Conservation Groups Disappointed at Two Year Delay for new MSC Fisheries Sustainability Standard

Washington, DC (February 9, 2024)—Make Stewardship Count, a coalition comprising over 90 global marine conservation organizations including Shark Guardian, experts, and academics, expresses profound disappointment in the recent decision and announcement from the Marine Stewardship Council (MSC) to postpone the full enforcement of an enhanced Fishery Standard that aims to elevate the criteria for sustainable fisheries.


MSC Ecolabel falls short


On January 31, MSC declared a two-year extension for fisheries to implement the revised standard, labeled "version 3.0." New program entrants now have until 2026, while currently certified fisheries are granted until 2030.


The MSC Fisheries Standard serves as a framework for evaluating the environmental impacts and effective management of fisheries. Fisheries meeting the sustainability criteria can showcase the MSC "blue fish tick" ecolabel on their products, a symbol displayed on over 20,000 products globally.


Kate O’Connell, senior policy consultant for the Marine Life Program at the Animal Welfare Institute, laments, "This delay is a significant regression in efforts to protect endangered species and ensure effective governance in fisheries. There are concerns that the council, self-proclaimed operator of the world’s leading ecolabel for wild-caught seafood, is yielding to industry pressure rather than implementing essential changes required for achieving its goal of 'oceans teeming with life.'"

MSC's decision follows almost a year of implementing the revised standard, culminating years of collaboration between the council, fishing industry representatives, and conservation groups to establish a more robust standard for fisheries. Recently, MSC also announced an independent review of its Evidence Requirements Framework (ERF), designed to ensure accurate information is used in fishery assessments. Make Stewardship Count is apprehensive about the transparency of this ERF process.


Shannon Arnold, associate director of marine programs at the Ecology Action Centre, comments, "After substantial improvements to MSC’s standard were compromised during the review process, the current standard reflects the bare minimum required for maintaining healthy oceans and fisheries. Nevertheless, MSC appears more inclined to retain fisheries in its program and generate profits than uphold its mission."

Originally seen as an opportunity for MSC to drive significant changes in global fishery management, the standard review process led to the release of the revised standard in October 2022. However, the Make Stewardship Count coalition observed that the MSC label continued to be awarded to fisheries with practices harming nontarget animals, wasting sea life, damaging ecosystems, and targeting overfished species.

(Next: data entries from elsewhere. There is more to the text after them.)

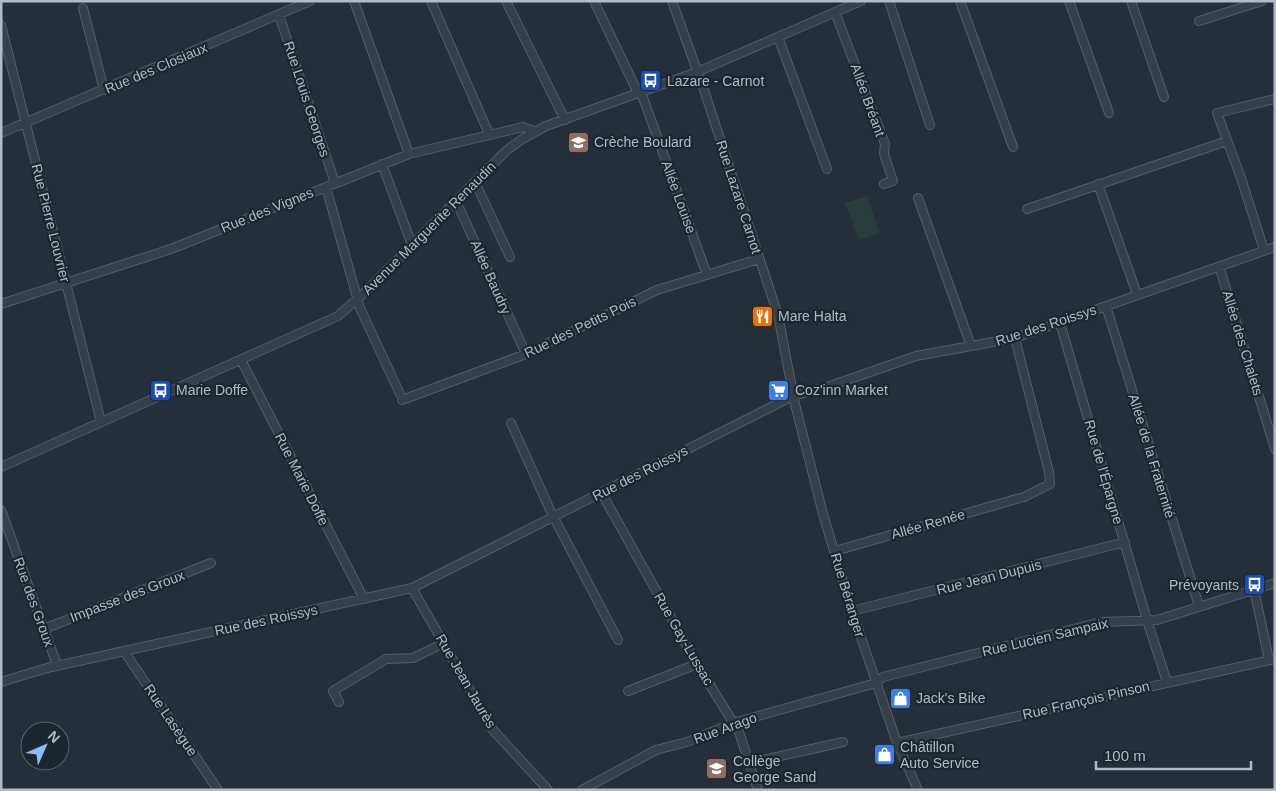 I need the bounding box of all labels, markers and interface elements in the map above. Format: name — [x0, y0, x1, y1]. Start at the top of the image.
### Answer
street label: Rue des Closiaux — [102, 39, 210, 97]
street label: Rue Louis Georges — [281, 39, 333, 159]
street label: Allée Bréant — [847, 61, 889, 139]
bus stop icon: Lazare - Carnot — [639, 69, 663, 93]
place label: Lazare - Carnot — [667, 73, 764, 89]
school or university icon: Crèche Boulard — [566, 130, 590, 154]
place label: Crèche Boulard — [594, 134, 691, 150]
street label: Rue Lazare Carnot — [713, 138, 765, 256]
street label: Avenue Marguerite Renaudin — [359, 158, 499, 298]
street label: Allée Louise — [658, 158, 700, 236]
street label: Rue Pierre Louvrier — [29, 162, 74, 284]
street label: Rue des Vignes — [218, 184, 316, 236]
street label: Allée Baudry — [468, 237, 514, 317]
street label: Allée des Chalets — [1219, 289, 1267, 397]
street label: Rue des Petits Pois — [522, 293, 638, 361]
street label: Rue des Roissys — [994, 301, 1098, 349]
restaurant icon: Mare Halta — [750, 304, 774, 328]
place label: Mare Halta — [778, 308, 847, 324]
bus stop icon: Marie Doffe — [148, 378, 172, 402]
supermarket icon: Coz'inn Market — [767, 378, 791, 402]
place label: Marie Doffe — [176, 382, 248, 398]
place label: Coz'inn Market — [795, 382, 888, 398]
street label: Allée de la Fraternité — [1125, 392, 1179, 520]
street label: Rue de l'Épargne — [1081, 418, 1127, 526]
street label: Rue Marie Doffe — [272, 430, 332, 528]
street label: Rue des Roissys — [590, 442, 690, 504]
street label: Allée Renée — [889, 506, 967, 542]
street label: Rue Béranger — [828, 551, 868, 639]
street label: Rue des Groux — [10, 555, 58, 649]
street label: Rue Jean Dupuis — [935, 556, 1043, 598]
street label: Impasse des Groux — [67, 567, 187, 625]
bus stop icon: Prévoyants — [1243, 573, 1267, 597]
place label: Prévoyants — [1169, 577, 1239, 593]
street label: Rue Gay-Lussac — [651, 590, 717, 688]
street label: Rue des Roissys — [213, 601, 319, 639]
street label: Rue Lucien Sampaix — [980, 615, 1110, 659]
street label: Rue Jean Jaurès — [433, 631, 499, 731]
street label: Rue François Pinson — [1021, 678, 1151, 722]
street label: Rue Lasègue — [141, 681, 201, 759]
shop icon: Jack's Bike — [888, 686, 912, 710]
place label: Jack's Bike — [916, 690, 986, 706]
street label: Rue Arago — [691, 709, 759, 747]
north arrow — [20, 721, 70, 771]
text: N — [45, 728, 63, 746]
scale bar — [1096, 738, 1251, 770]
place label: Châtillon Auto Service — [900, 739, 980, 771]
shop icon: Châtillon Auto Service — [872, 743, 896, 767]
text: 100 m — [1104, 747, 1146, 764]
place label: Collège George Sand — [733, 753, 816, 785]
school or university icon: Collège George Sand — [705, 757, 729, 781] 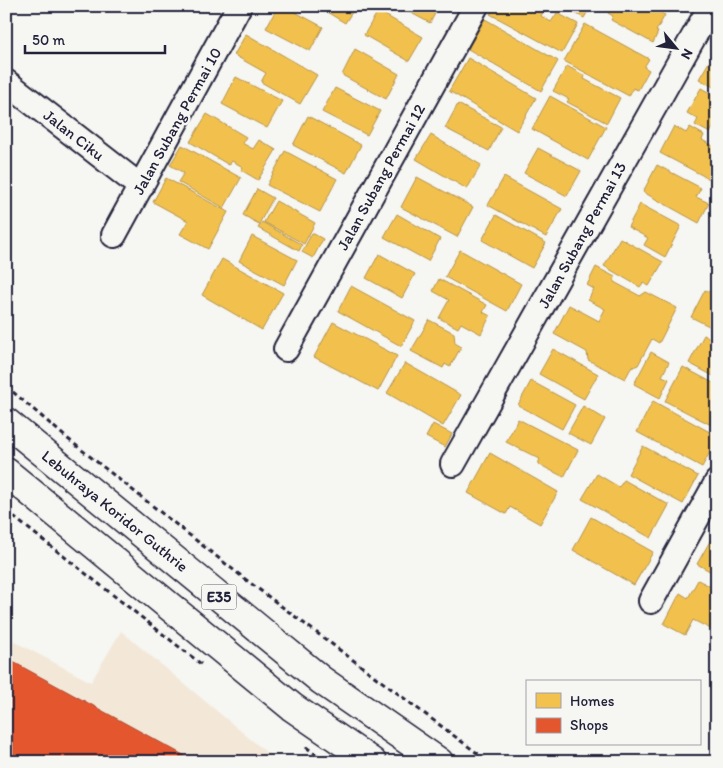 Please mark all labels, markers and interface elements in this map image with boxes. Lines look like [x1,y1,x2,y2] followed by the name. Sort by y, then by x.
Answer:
[25,22,165,54] scale bar
[650,22,700,72] north arrow
[32,31,65,49] text: 50 m
[129,44,225,198] street label: Jalan Subang Permai 10
[677,46,697,62] text: N
[333,100,429,253] street label: Jalan Subang Permai 12
[40,105,108,165] street label: Jalan Ciku
[534,158,630,311] street label: Jalan Subang Permai 13
[38,446,192,576] street label: Lebuhraya Koridor Guthrie
[202,584,236,610] road number: E35
[526,680,700,746] legend
[570,692,615,710] text: Homes
[570,716,609,734] text: Shops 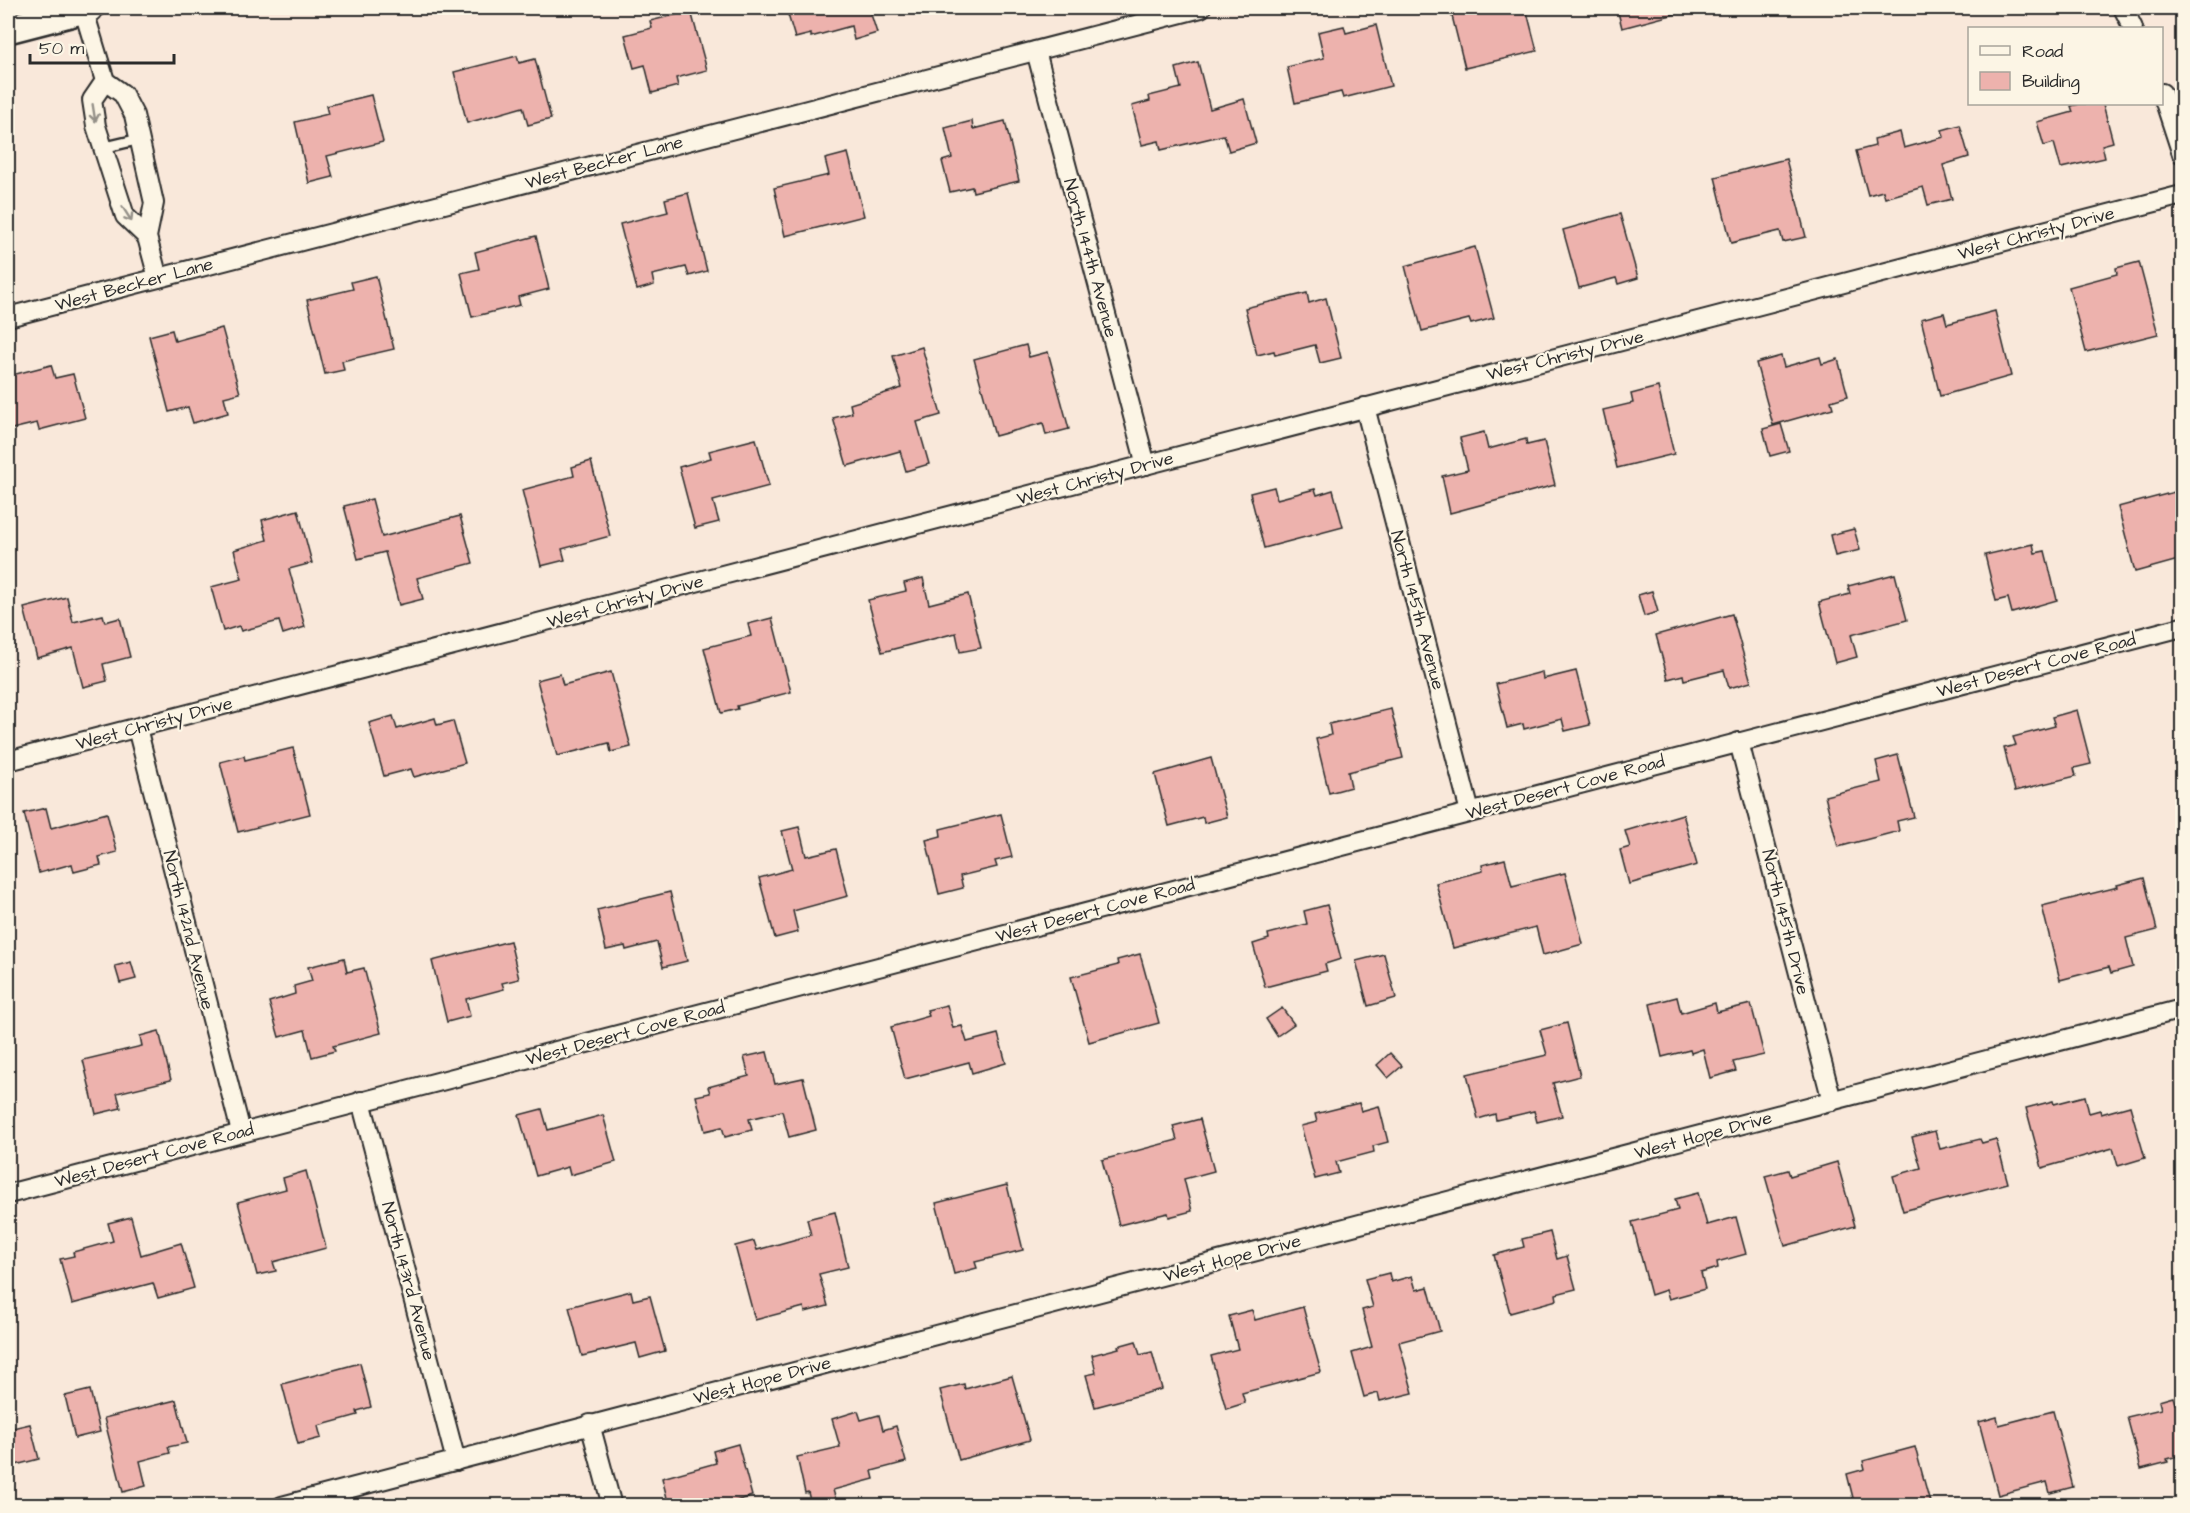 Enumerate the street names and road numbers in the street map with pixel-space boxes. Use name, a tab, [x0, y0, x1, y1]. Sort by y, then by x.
street label: West Becker Lane	[522, 129, 686, 196]
street label: North 144th Avenue	[1057, 176, 1124, 341]
street label: West Christy Drive	[1955, 200, 2118, 267]
street label: West Becker Lane	[52, 251, 216, 318]
street label: West Christy Drive	[1484, 324, 1647, 388]
street label: West Christy Drive	[1014, 445, 1177, 512]
street label: North 145th Avenue	[1384, 528, 1451, 693]
street label: West Christy Drive	[544, 568, 707, 635]
street label: West Desert Cove Road	[1934, 627, 2139, 704]
street label: West Christy Drive	[73, 690, 236, 757]
street label: West Desert Cove Road	[1463, 749, 1668, 826]
street label: North 145th Drive	[1755, 847, 1816, 998]
street label: North 142nd Avenue	[157, 848, 220, 1013]
street label: West Desert Cove Road	[993, 872, 1198, 949]
street label: West Desert Cove Road	[523, 995, 728, 1072]
street label: West Hope Drive	[1632, 1105, 1775, 1166]
street label: West Desert Cove Road	[52, 1117, 257, 1194]
street label: North 143rd Avenue	[375, 1199, 442, 1363]
street label: West Hope Drive	[1161, 1228, 1304, 1289]
street label: West Hope Drive	[691, 1350, 834, 1411]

Dr. Iris Ziegler, head of international cooperation at SHARKPROJECT International, warns, "If MSC relaxes its ecolabel requirements further, it is merely endorsing the status quo and not promoting real change or recognizing fisheries that have made environmental strides. MSC is falling short as a catalyst for improvements on the water, and this delay will worsen the situation for endangered marine species, especially sharks."